* **TASK TO CARRY OUT**:
All of the entries below should be printed exactly; the pictures are to be left out.

* **MATERIAL FOR THE TASK**:
++++++

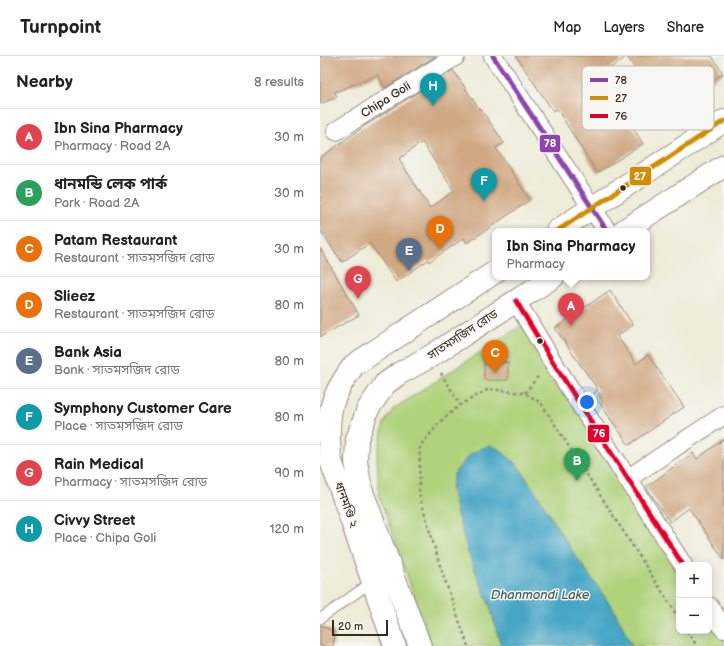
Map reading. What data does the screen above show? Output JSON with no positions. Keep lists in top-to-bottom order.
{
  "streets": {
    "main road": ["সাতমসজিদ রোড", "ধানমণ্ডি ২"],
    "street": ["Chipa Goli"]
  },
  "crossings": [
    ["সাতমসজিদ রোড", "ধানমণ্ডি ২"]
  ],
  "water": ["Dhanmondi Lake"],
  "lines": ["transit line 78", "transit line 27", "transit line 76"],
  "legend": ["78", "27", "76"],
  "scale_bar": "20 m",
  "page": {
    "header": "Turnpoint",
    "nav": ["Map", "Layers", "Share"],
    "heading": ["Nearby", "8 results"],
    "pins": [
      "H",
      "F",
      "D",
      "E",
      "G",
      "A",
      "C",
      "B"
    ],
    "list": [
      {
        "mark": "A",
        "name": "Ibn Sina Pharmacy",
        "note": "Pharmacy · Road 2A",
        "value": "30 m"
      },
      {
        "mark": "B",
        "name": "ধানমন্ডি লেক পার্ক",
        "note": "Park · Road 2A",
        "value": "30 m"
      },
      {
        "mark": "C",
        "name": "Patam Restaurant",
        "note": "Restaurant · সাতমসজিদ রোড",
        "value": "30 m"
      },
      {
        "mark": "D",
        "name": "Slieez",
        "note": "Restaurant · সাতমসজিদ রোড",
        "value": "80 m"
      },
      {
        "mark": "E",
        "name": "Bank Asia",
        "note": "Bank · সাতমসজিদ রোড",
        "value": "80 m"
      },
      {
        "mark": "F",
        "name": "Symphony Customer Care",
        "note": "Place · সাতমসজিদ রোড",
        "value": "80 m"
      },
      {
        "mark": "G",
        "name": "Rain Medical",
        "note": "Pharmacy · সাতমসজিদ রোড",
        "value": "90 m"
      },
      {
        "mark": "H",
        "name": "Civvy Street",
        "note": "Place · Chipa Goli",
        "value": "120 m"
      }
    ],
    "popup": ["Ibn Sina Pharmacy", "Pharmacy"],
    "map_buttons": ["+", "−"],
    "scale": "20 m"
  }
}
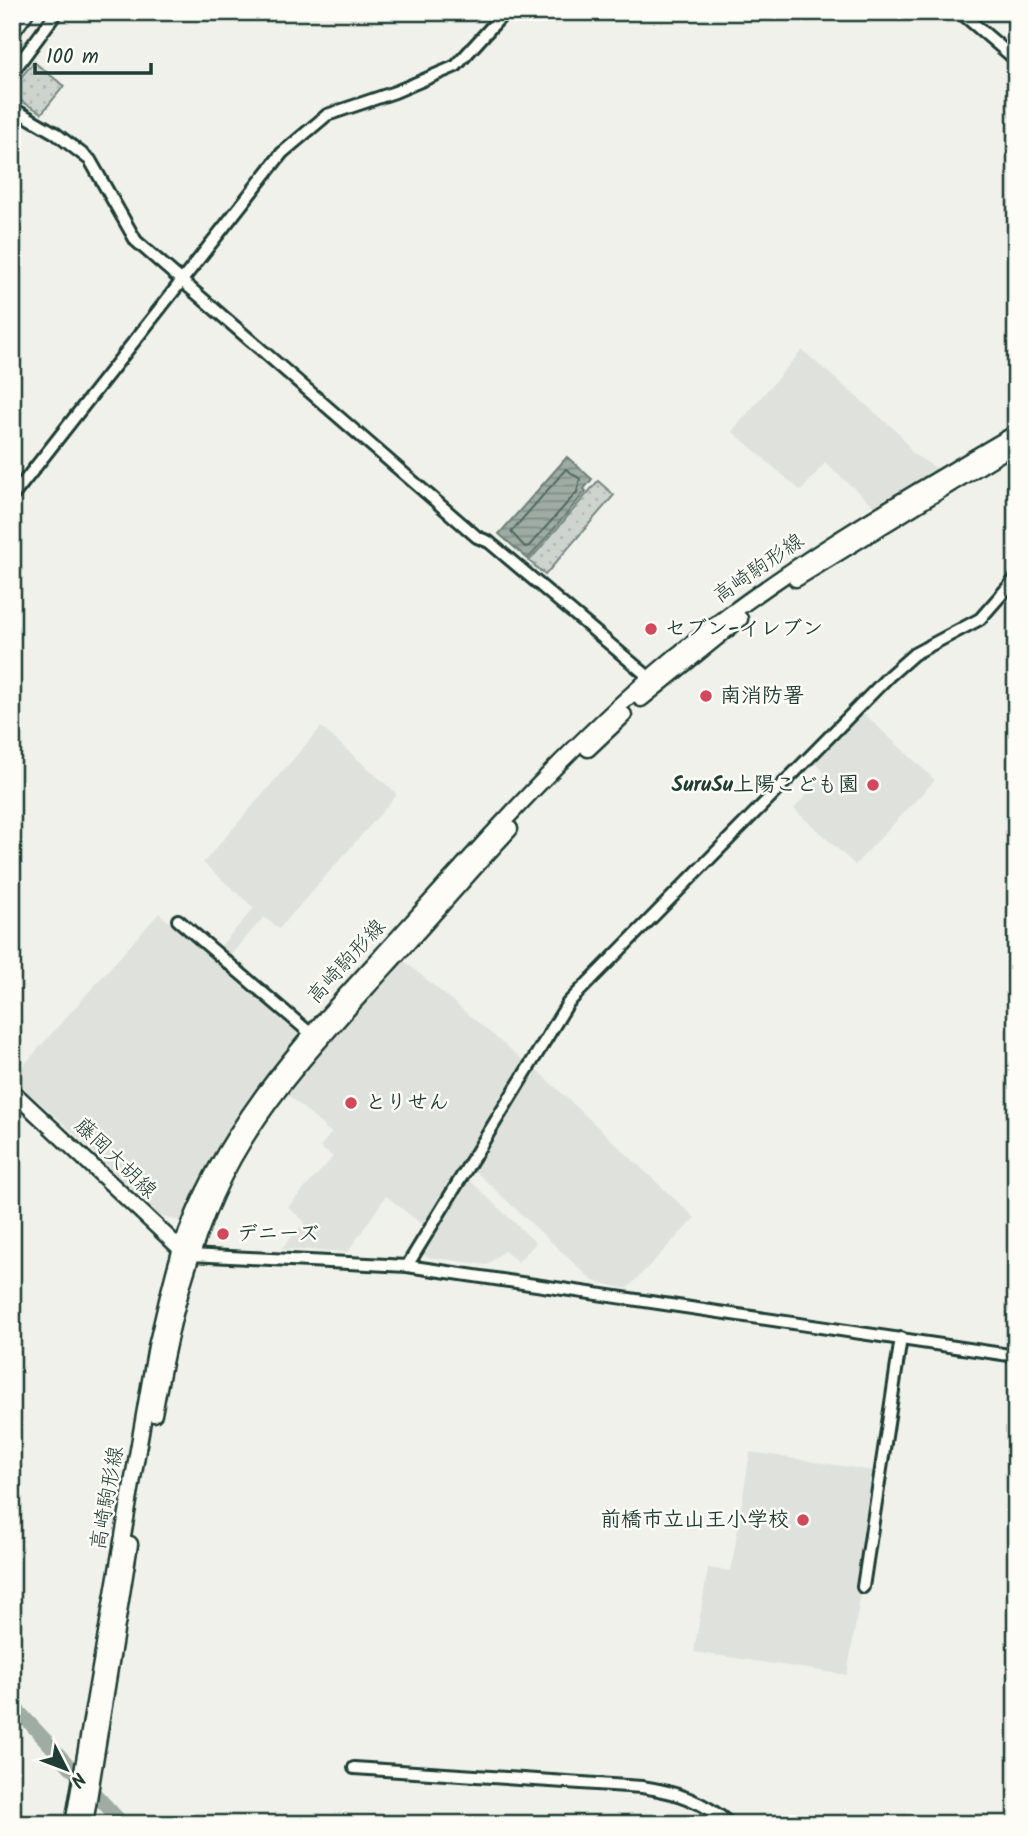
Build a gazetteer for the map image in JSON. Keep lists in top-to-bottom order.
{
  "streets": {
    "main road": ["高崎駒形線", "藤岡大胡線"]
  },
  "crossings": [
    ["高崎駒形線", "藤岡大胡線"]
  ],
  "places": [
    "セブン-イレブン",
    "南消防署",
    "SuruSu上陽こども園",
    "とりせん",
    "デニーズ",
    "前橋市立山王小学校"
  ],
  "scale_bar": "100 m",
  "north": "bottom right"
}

++++++

* **RESULT OF THIS EXERCISE**:
Map reading. What data does the screen above show? Output JSON with no positions. Keep lists in top-to-bottom order.
{
  "streets": {
    "main road": ["সাতমসজিদ রোড", "ধানমণ্ডি ২"],
    "street": ["Chipa Goli"]
  },
  "crossings": [
    ["সাতমসজিদ রোড", "ধানমণ্ডি ২"]
  ],
  "water": ["Dhanmondi Lake"],
  "lines": ["transit line 78", "transit line 27", "transit line 76"],
  "legend": ["78", "27", "76"],
  "scale_bar": "20 m",
  "page": {
    "header": "Turnpoint",
    "nav": ["Map", "Layers", "Share"],
    "heading": ["Nearby", "8 results"],
    "pins": [
      "H",
      "F",
      "D",
      "E",
      "G",
      "A",
      "C",
      "B"
    ],
    "list": [
      {
        "mark": "A",
        "name": "Ibn Sina Pharmacy",
        "note": "Pharmacy · Road 2A",
        "value": "30 m"
      },
      {
        "mark": "B",
        "name": "ধানমন্ডি লেক পার্ক",
        "note": "Park · Road 2A",
        "value": "30 m"
      },
      {
        "mark": "C",
        "name": "Patam Restaurant",
        "note": "Restaurant · সাতমসজিদ রোড",
        "value": "30 m"
      },
      {
        "mark": "D",
        "name": "Slieez",
        "note": "Restaurant · সাতমসজিদ রোড",
        "value": "80 m"
      },
      {
        "mark": "E",
        "name": "Bank Asia",
        "note": "Bank · সাতমসজিদ রোড",
        "value": "80 m"
      },
      {
        "mark": "F",
        "name": "Symphony Customer Care",
        "note": "Place · সাতমসজিদ রোড",
        "value": "80 m"
      },
      {
        "mark": "G",
        "name": "Rain Medical",
        "note": "Pharmacy · সাতমসজিদ রোড",
        "value": "90 m"
      },
      {
        "mark": "H",
        "name": "Civvy Street",
        "note": "Place · Chipa Goli",
        "value": "120 m"
      }
    ],
    "popup": ["Ibn Sina Pharmacy", "Pharmacy"],
    "map_buttons": ["+", "−"],
    "scale": "20 m"
  }
}
Build a gazetteer for the map image in JSON. Keep lists in top-to-bottom order.
{
  "streets": {
    "main road": ["高崎駒形線", "藤岡大胡線"]
  },
  "crossings": [
    ["高崎駒形線", "藤岡大胡線"]
  ],
  "places": [
    "セブン-イレブン",
    "南消防署",
    "SuruSu上陽こども園",
    "とりせん",
    "デニーズ",
    "前橋市立山王小学校"
  ],
  "scale_bar": "100 m",
  "north": "bottom right"
}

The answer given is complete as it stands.